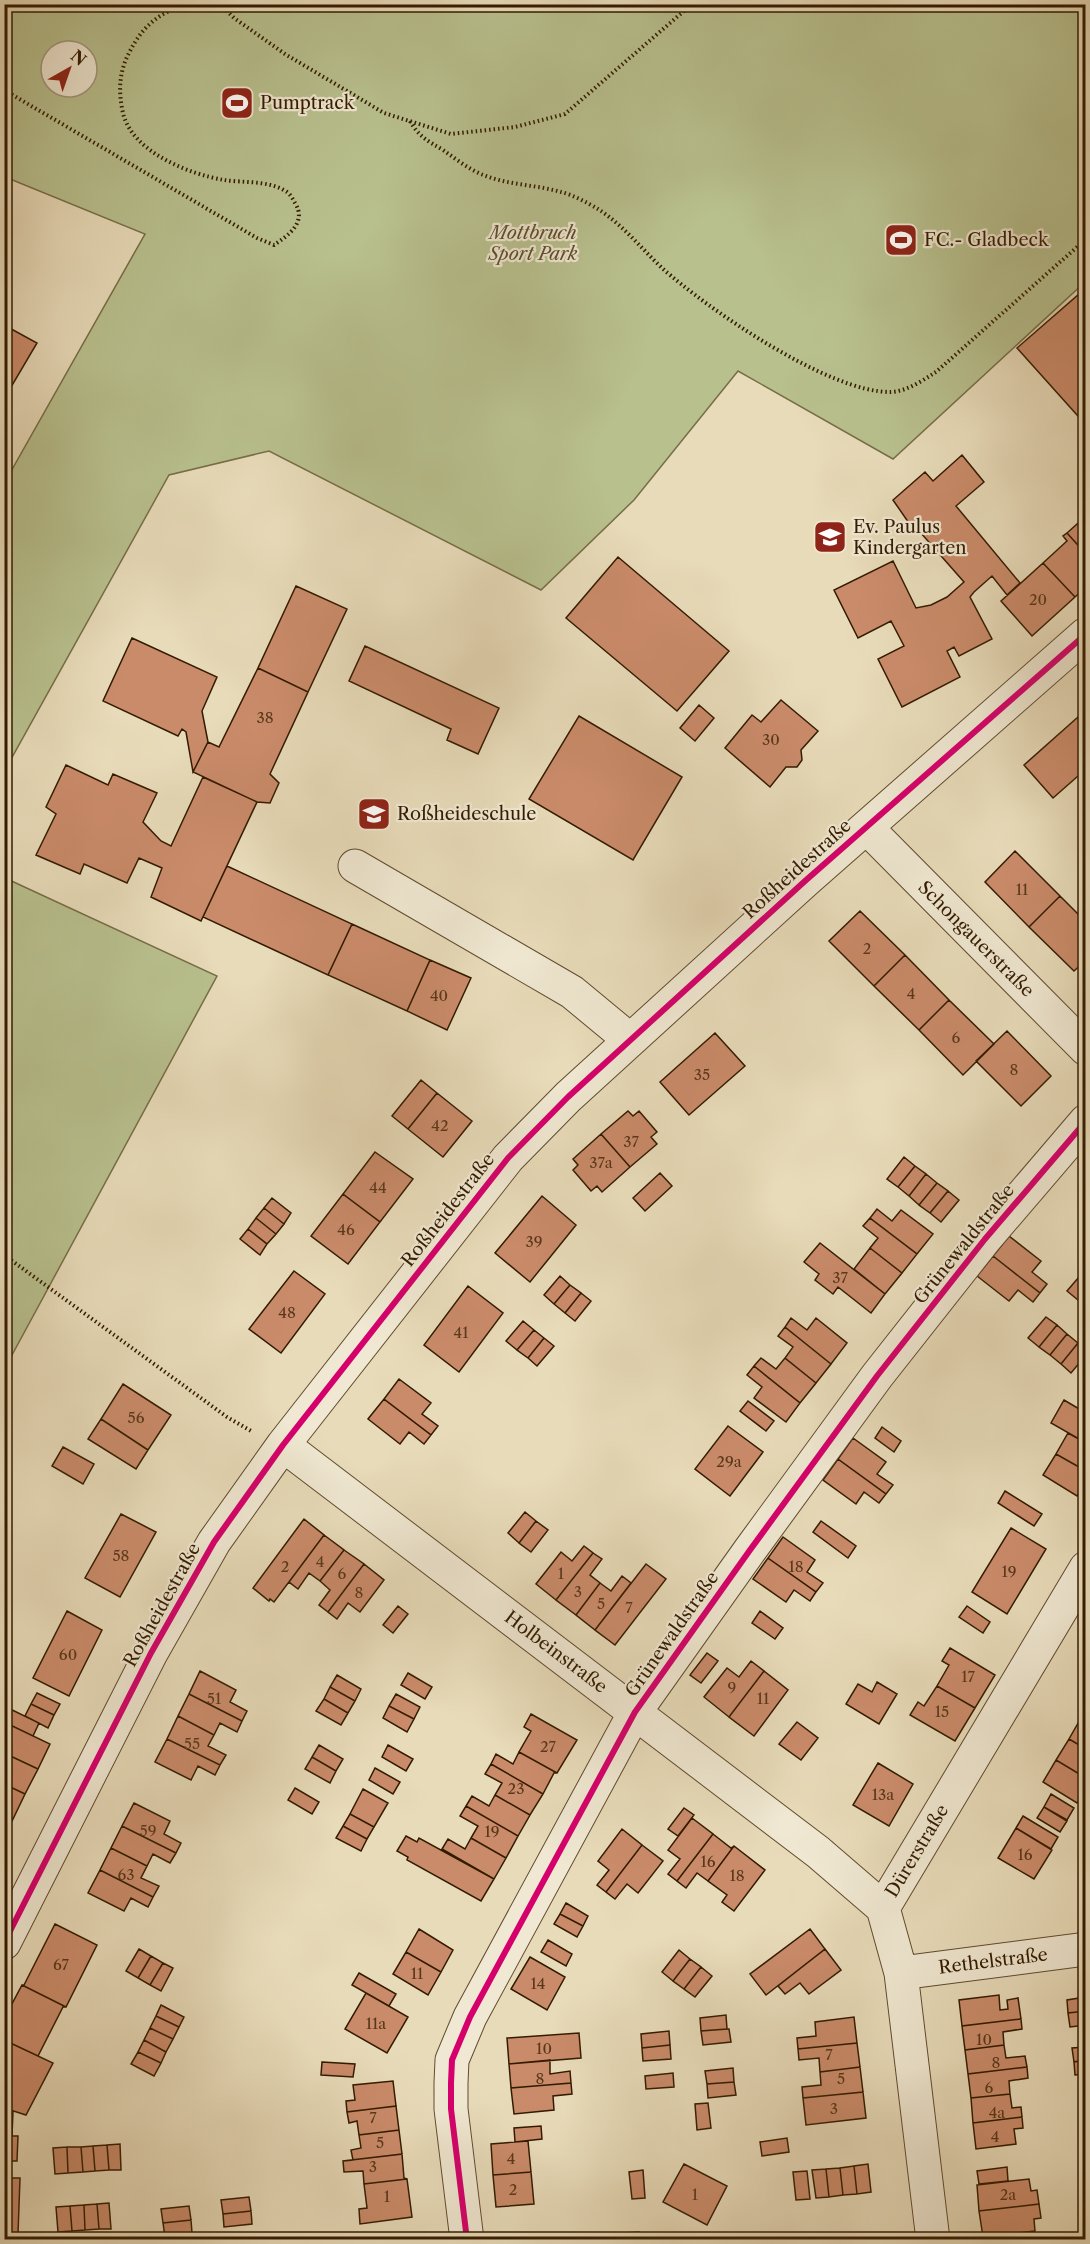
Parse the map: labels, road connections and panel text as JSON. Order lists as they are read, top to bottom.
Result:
{
  "streets": {
    "street": [
      "Roßheidestraße",
      "Schongauerstraße",
      "Grünewaldstraße",
      "Holbeinstraße",
      "Dürerstraße",
      "Rethelstraße"
    ]
  },
  "crossings": [
    ["Roßheidestraße", "Schongauerstraße"],
    ["Roßheidestraße", "Holbeinstraße"],
    ["Grünewaldstraße", "Holbeinstraße"],
    ["Holbeinstraße", "Dürerstraße"],
    ["Dürerstraße", "Rethelstraße"]
  ],
  "parks": ["Mottbruch Sport Park"],
  "places": {
    "sports": ["Pumptrack", "FC.- Gladbeck"],
    "school or university": ["Ev. Paulus Kindergarten", "Roßheideschule"]
  },
  "house_numbers": [
    "20",
    "38",
    "30",
    "11",
    "2",
    "4",
    "40",
    "6",
    "8",
    "35",
    "42",
    "37",
    "37a",
    "44",
    "46",
    "39",
    "37",
    "48",
    "41",
    "56",
    "29a",
    "58",
    "4",
    "2",
    "18",
    "19",
    "6",
    "1",
    "3",
    "8",
    "5",
    "7",
    "60",
    "17",
    "9",
    "51",
    "11",
    "15",
    "55",
    "27",
    "23",
    "13a",
    "59",
    "19",
    "16",
    "16",
    "63",
    "18",
    "67",
    "11",
    "14",
    "11a",
    "10",
    "10",
    "7",
    "8",
    "8",
    "5",
    "6",
    "3",
    "4a",
    "7",
    "4",
    "5",
    "4",
    "3",
    "2",
    "1",
    "2a",
    "1"
  ],
  "north": "top right"
}
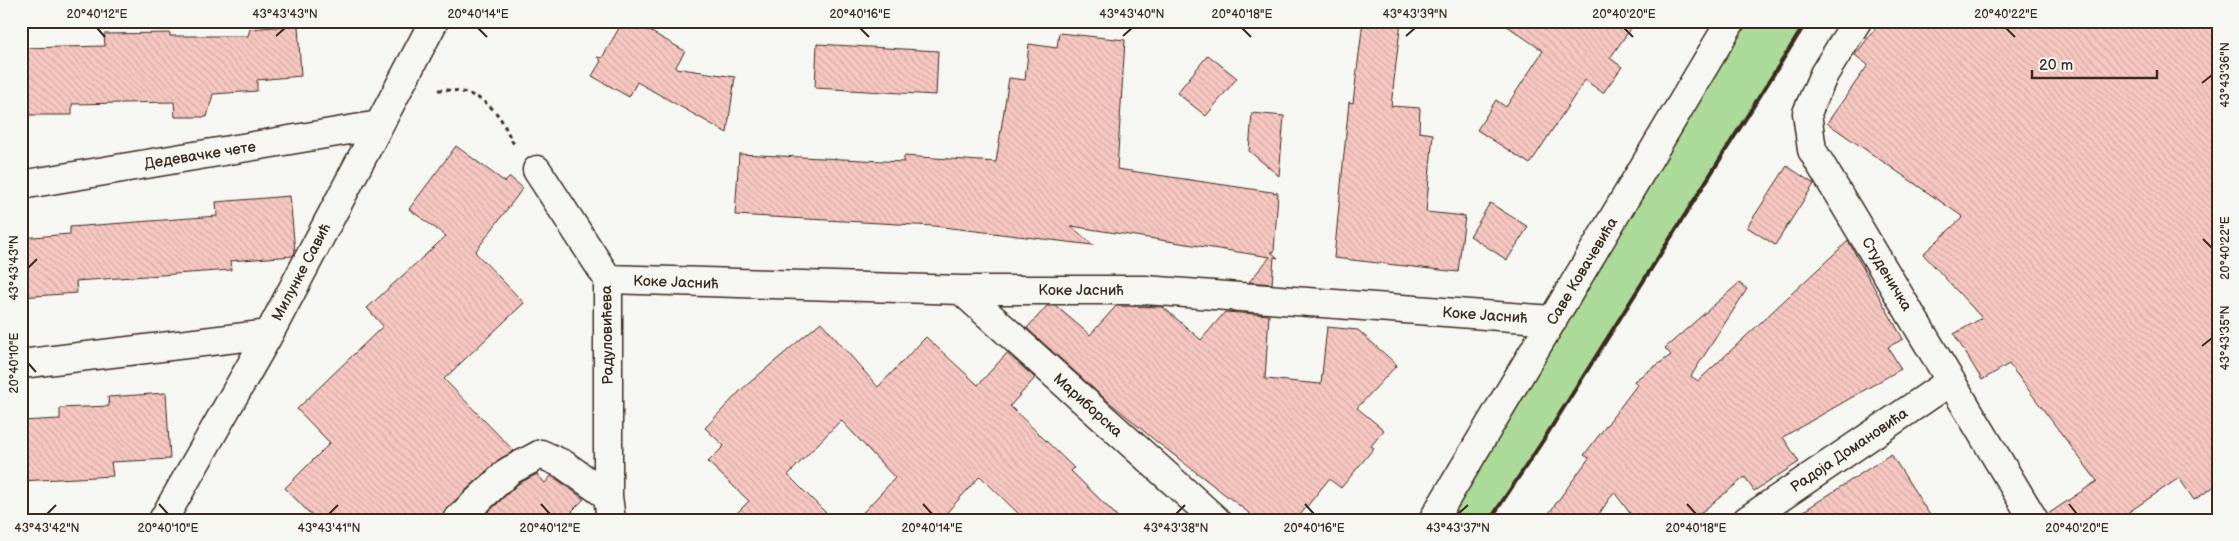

--- --- ---

→ What is being asked:
The entries need to be restated exactly, and their pictures left out.

→ Answer to the exercise:
Parse the map: labels, road connections and panel text as JSON. Order lists as they are read, top to bottom.
Result:
{
  "streets": {
    "street": [
      "Roßheidestraße",
      "Schongauerstraße",
      "Grünewaldstraße",
      "Holbeinstraße",
      "Dürerstraße",
      "Rethelstraße"
    ]
  },
  "crossings": [
    ["Roßheidestraße", "Schongauerstraße"],
    ["Roßheidestraße", "Holbeinstraße"],
    ["Grünewaldstraße", "Holbeinstraße"],
    ["Holbeinstraße", "Dürerstraße"],
    ["Dürerstraße", "Rethelstraße"]
  ],
  "parks": ["Mottbruch Sport Park"],
  "places": {
    "sports": ["Pumptrack", "FC.- Gladbeck"],
    "school or university": ["Ev. Paulus Kindergarten", "Roßheideschule"]
  },
  "house_numbers": [
    "20",
    "38",
    "30",
    "11",
    "2",
    "4",
    "40",
    "6",
    "8",
    "35",
    "42",
    "37",
    "37a",
    "44",
    "46",
    "39",
    "37",
    "48",
    "41",
    "56",
    "29a",
    "58",
    "4",
    "2",
    "18",
    "19",
    "6",
    "1",
    "3",
    "8",
    "5",
    "7",
    "60",
    "17",
    "9",
    "51",
    "11",
    "15",
    "55",
    "27",
    "23",
    "13a",
    "59",
    "19",
    "16",
    "16",
    "63",
    "18",
    "67",
    "11",
    "14",
    "11a",
    "10",
    "10",
    "7",
    "8",
    "8",
    "5",
    "6",
    "3",
    "4a",
    "7",
    "4",
    "5",
    "4",
    "3",
    "2",
    "1",
    "2a",
    "1"
  ],
  "north": "top right"
}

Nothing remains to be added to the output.